36. The method of claim 35, wherein said at least one elongated textured protein strip is hydrated before, during, or after release from said packaged protein unit.

37. The method of claim 35 or 36, comprising cutting at least a portion of an elongated textured protein strip during its release from a packaged protein unit to obtain strip segments and arranging the strip segments in a substantially parallel manner on a food preparation bed.

38. The method of claim 36, wherein the cutting is performed in a manner to provide strip segments having the same or similar dimensions.

39. The method of any one of claims 35 to 38, comprising treating the released textured protein strip or strip segment immediately before or after placing the released textured protein strip or strip segment into the food preparation bed, the treating comprising applying a functional material onto at least a portion of the textured protein strip or strip segment.

40. The method of any one of claims 35 to 39, comprising treating said at least one textured protein strip or strip segment immediately before or after placing said at least one textured protein strip or strip segment onto said food preparation bed, said treating comprising removing material from at least a portion of said textured protein strip or strip segment.
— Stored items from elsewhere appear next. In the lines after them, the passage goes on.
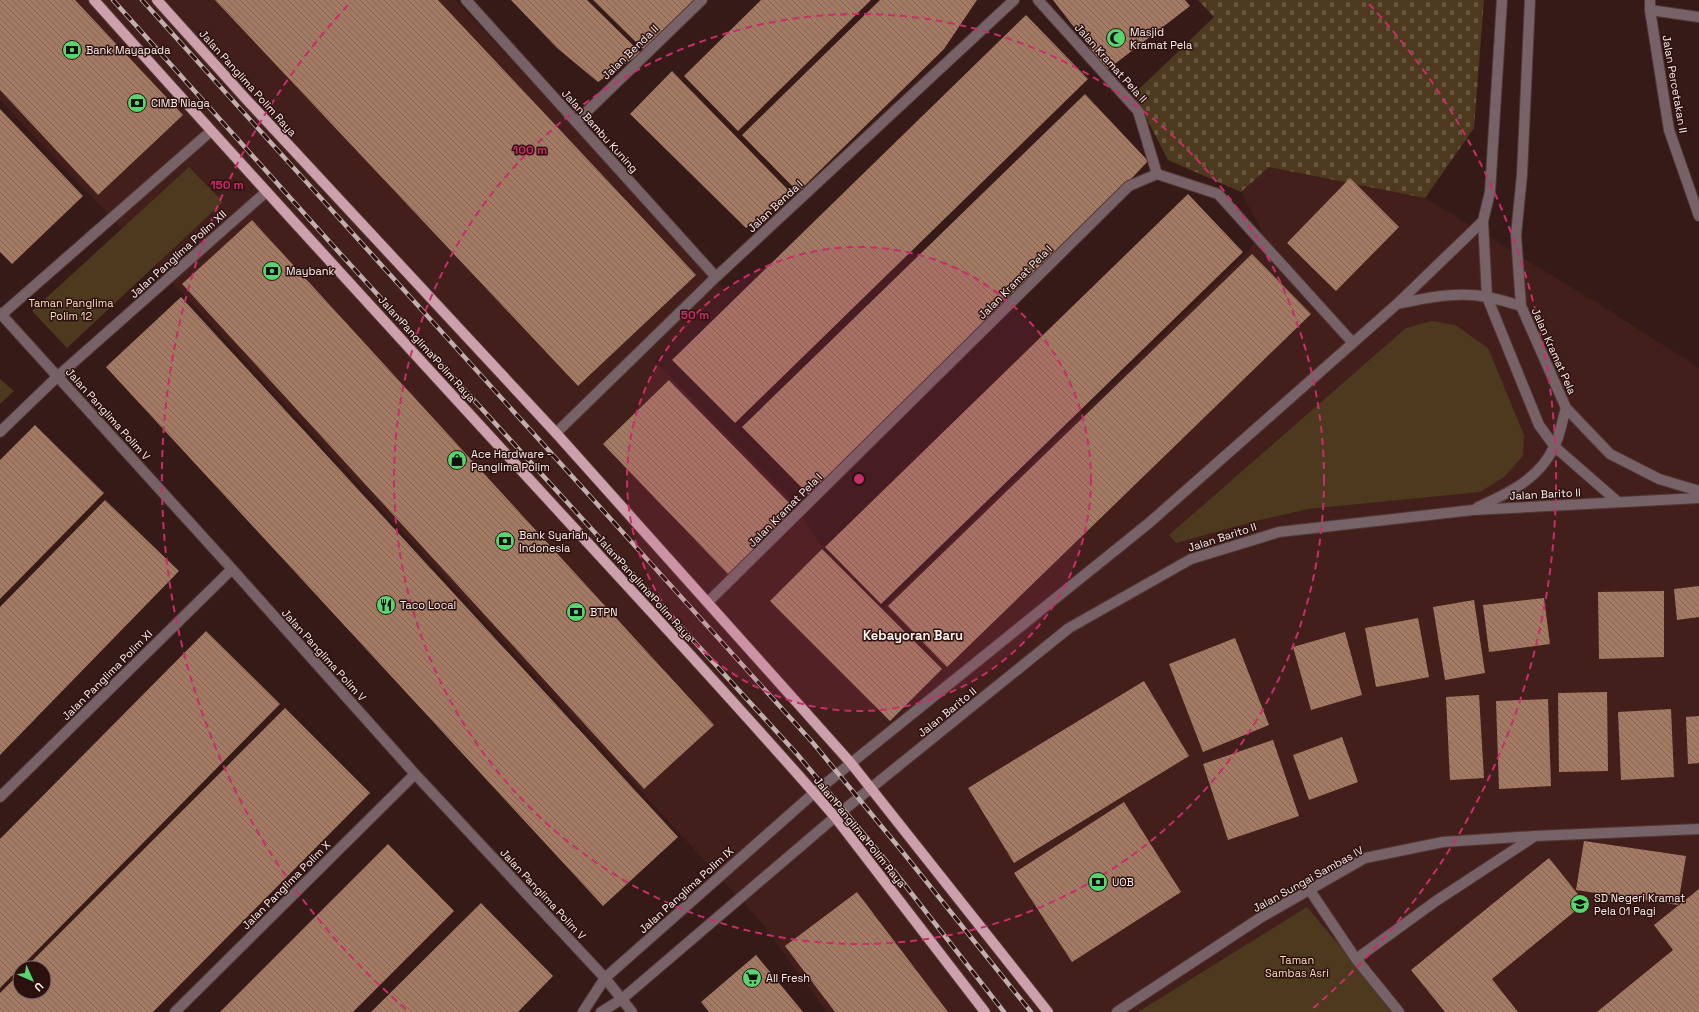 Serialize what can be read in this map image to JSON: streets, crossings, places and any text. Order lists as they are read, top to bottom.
{
  "streets": {
    "main road": ["Jalan Panglima Polim Raya"],
    "street": [
      "Jalan Benda II",
      "Jalan Kramat Pela II",
      "Jalan Percetakan II",
      "Jalan Bambu Kuning",
      "Jalan Benda I",
      "Jalan Panglima Polim XII",
      "Jalan Kramat Pela I",
      "Jalan Kramat Pela",
      "Jalan Panglima Polim V",
      "Jalan Barito II",
      "Jalan Panglima Polim XI",
      "Jalan Sungai Sambas IV",
      "Jalan Panglima Polim X",
      "Jalan Panglima Polim IX"
    ]
  },
  "crossings": [
    ["Jalan Benda II", "Jalan Bambu Kuning"],
    ["Jalan Kramat Pela II", "Jalan Kramat Pela I"],
    ["Jalan Panglima Polim Raya", "Jalan Benda I"],
    ["Jalan Panglima Polim Raya", "Jalan Panglima Polim XII"],
    ["Jalan Panglima Polim Raya", "Jalan Kramat Pela I"],
    ["Jalan Panglima Polim Raya", "Jalan Barito II"],
    ["Jalan Panglima Polim Raya", "Jalan Panglima Polim IX"],
    ["Jalan Bambu Kuning", "Jalan Benda I"],
    ["Jalan Panglima Polim XII", "Jalan Panglima Polim V"],
    ["Jalan Panglima Polim V", "Jalan Panglima Polim XI"],
    ["Jalan Panglima Polim V", "Jalan Panglima Polim X"],
    ["Jalan Panglima Polim V", "Jalan Panglima Polim IX"],
    ["Jalan Barito II", "Jalan Panglima Polim IX"]
  ],
  "districts": ["Kebayoran Baru"],
  "parks": ["Taman Panglima Polim 12", "Taman Sambas Asri"],
  "places": {
    "mosque": ["Masjid Kramat Pela"],
    "bank": [
      "Bank Mayapada",
      "CIMB Niaga",
      "Maybank",
      "Bank Syariah Indonesia",
      "BTPN",
      "UOB"
    ],
    "shop": ["Ace Hardware - Panglima Polim"],
    "restaurant": ["Taco Local"],
    "school or university": ["SD Negeri Kramat Pela 01 Pagi"],
    "supermarket": ["All Fresh"]
  },
  "north": "bottom right",
  "rings": ["100 m", "150 m", "50 m"]
}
41. The method according to any one of claims 35 to 40, comprising releasing a textured protein strip from the packaged protein unit by unwinding or unwinding at least one elongated textured protein strip wound or helically wound, respectively, on a central body, producing at least one monolayer from the released elongated textured protein strip, and cutting the released strip once the monolayer is formed.

42. A method according to any one of claims 35 to 41, comprising fabricating a plurality of monolayers with one monolayer on top of another.

43. The method of any one of claims 35 to 42, wherein the multi-layered food product comprises a plurality of monolayers comprising a plurality of textured protein bands having different protein compositions and/or different sizes.

44. A method according to any one of claims 35 to 43, comprising applying a fat component or additive to at least a portion of the released protein bands.

45. The method of any one of claims 35 to 44, comprising applying a plurality of additives to at least a portion of the released protein bands.

46. The method according to any one of claims 35 to 45, comprising using two or more packaged protein units which differ in at least one of band size and/or band organization and/or band porosity and/or band composition.